*** Given records ***
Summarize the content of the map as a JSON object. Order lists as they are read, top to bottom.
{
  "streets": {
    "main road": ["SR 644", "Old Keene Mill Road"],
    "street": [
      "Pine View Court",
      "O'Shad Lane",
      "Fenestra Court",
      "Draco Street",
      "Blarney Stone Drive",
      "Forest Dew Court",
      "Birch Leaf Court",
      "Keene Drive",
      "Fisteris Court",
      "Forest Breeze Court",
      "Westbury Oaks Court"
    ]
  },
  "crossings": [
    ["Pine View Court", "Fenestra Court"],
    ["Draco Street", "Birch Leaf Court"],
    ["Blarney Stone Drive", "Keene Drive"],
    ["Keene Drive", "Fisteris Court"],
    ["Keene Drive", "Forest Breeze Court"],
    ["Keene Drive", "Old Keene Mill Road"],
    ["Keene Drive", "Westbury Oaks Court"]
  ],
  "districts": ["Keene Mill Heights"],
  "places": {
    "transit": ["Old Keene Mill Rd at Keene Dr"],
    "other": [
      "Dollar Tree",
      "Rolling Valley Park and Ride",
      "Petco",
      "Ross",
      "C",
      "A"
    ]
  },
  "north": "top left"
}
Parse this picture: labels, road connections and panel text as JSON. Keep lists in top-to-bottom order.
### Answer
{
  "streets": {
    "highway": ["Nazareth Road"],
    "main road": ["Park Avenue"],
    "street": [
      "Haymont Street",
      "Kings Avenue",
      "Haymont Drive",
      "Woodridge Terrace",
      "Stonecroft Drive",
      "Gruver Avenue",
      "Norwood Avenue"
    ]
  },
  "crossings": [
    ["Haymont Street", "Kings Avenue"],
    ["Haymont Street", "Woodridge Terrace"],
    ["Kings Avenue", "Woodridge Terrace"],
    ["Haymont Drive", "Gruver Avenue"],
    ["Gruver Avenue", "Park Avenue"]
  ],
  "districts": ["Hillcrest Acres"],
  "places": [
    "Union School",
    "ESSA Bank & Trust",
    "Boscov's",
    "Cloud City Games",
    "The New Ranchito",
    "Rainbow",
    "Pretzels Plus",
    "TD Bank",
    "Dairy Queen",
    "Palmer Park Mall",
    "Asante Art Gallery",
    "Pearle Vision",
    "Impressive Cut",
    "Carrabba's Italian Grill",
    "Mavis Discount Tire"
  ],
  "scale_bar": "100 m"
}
*** End of Given records ***
■ What is required ■
Output the records once more, exactly as they stand.

■ Problem solution ■
Summarize the content of the map as a JSON object. Order lists as they are read, top to bottom.
{
  "streets": {
    "main road": ["SR 644", "Old Keene Mill Road"],
    "street": [
      "Pine View Court",
      "O'Shad Lane",
      "Fenestra Court",
      "Draco Street",
      "Blarney Stone Drive",
      "Forest Dew Court",
      "Birch Leaf Court",
      "Keene Drive",
      "Fisteris Court",
      "Forest Breeze Court",
      "Westbury Oaks Court"
    ]
  },
  "crossings": [
    ["Pine View Court", "Fenestra Court"],
    ["Draco Street", "Birch Leaf Court"],
    ["Blarney Stone Drive", "Keene Drive"],
    ["Keene Drive", "Fisteris Court"],
    ["Keene Drive", "Forest Breeze Court"],
    ["Keene Drive", "Old Keene Mill Road"],
    ["Keene Drive", "Westbury Oaks Court"]
  ],
  "districts": ["Keene Mill Heights"],
  "places": {
    "transit": ["Old Keene Mill Rd at Keene Dr"],
    "other": [
      "Dollar Tree",
      "Rolling Valley Park and Ride",
      "Petco",
      "Ross",
      "C",
      "A"
    ]
  },
  "north": "top left"
}
Parse this picture: labels, road connections and panel text as JSON. Keep lists in top-to-bottom order.
### Answer
{
  "streets": {
    "highway": ["Nazareth Road"],
    "main road": ["Park Avenue"],
    "street": [
      "Haymont Street",
      "Kings Avenue",
      "Haymont Drive",
      "Woodridge Terrace",
      "Stonecroft Drive",
      "Gruver Avenue",
      "Norwood Avenue"
    ]
  },
  "crossings": [
    ["Haymont Street", "Kings Avenue"],
    ["Haymont Street", "Woodridge Terrace"],
    ["Kings Avenue", "Woodridge Terrace"],
    ["Haymont Drive", "Gruver Avenue"],
    ["Gruver Avenue", "Park Avenue"]
  ],
  "districts": ["Hillcrest Acres"],
  "places": [
    "Union School",
    "ESSA Bank & Trust",
    "Boscov's",
    "Cloud City Games",
    "The New Ranchito",
    "Rainbow",
    "Pretzels Plus",
    "TD Bank",
    "Dairy Queen",
    "Palmer Park Mall",
    "Asante Art Gallery",
    "Pearle Vision",
    "Impressive Cut",
    "Carrabba's Italian Grill",
    "Mavis Discount Tire"
  ],
  "scale_bar": "100 m"
}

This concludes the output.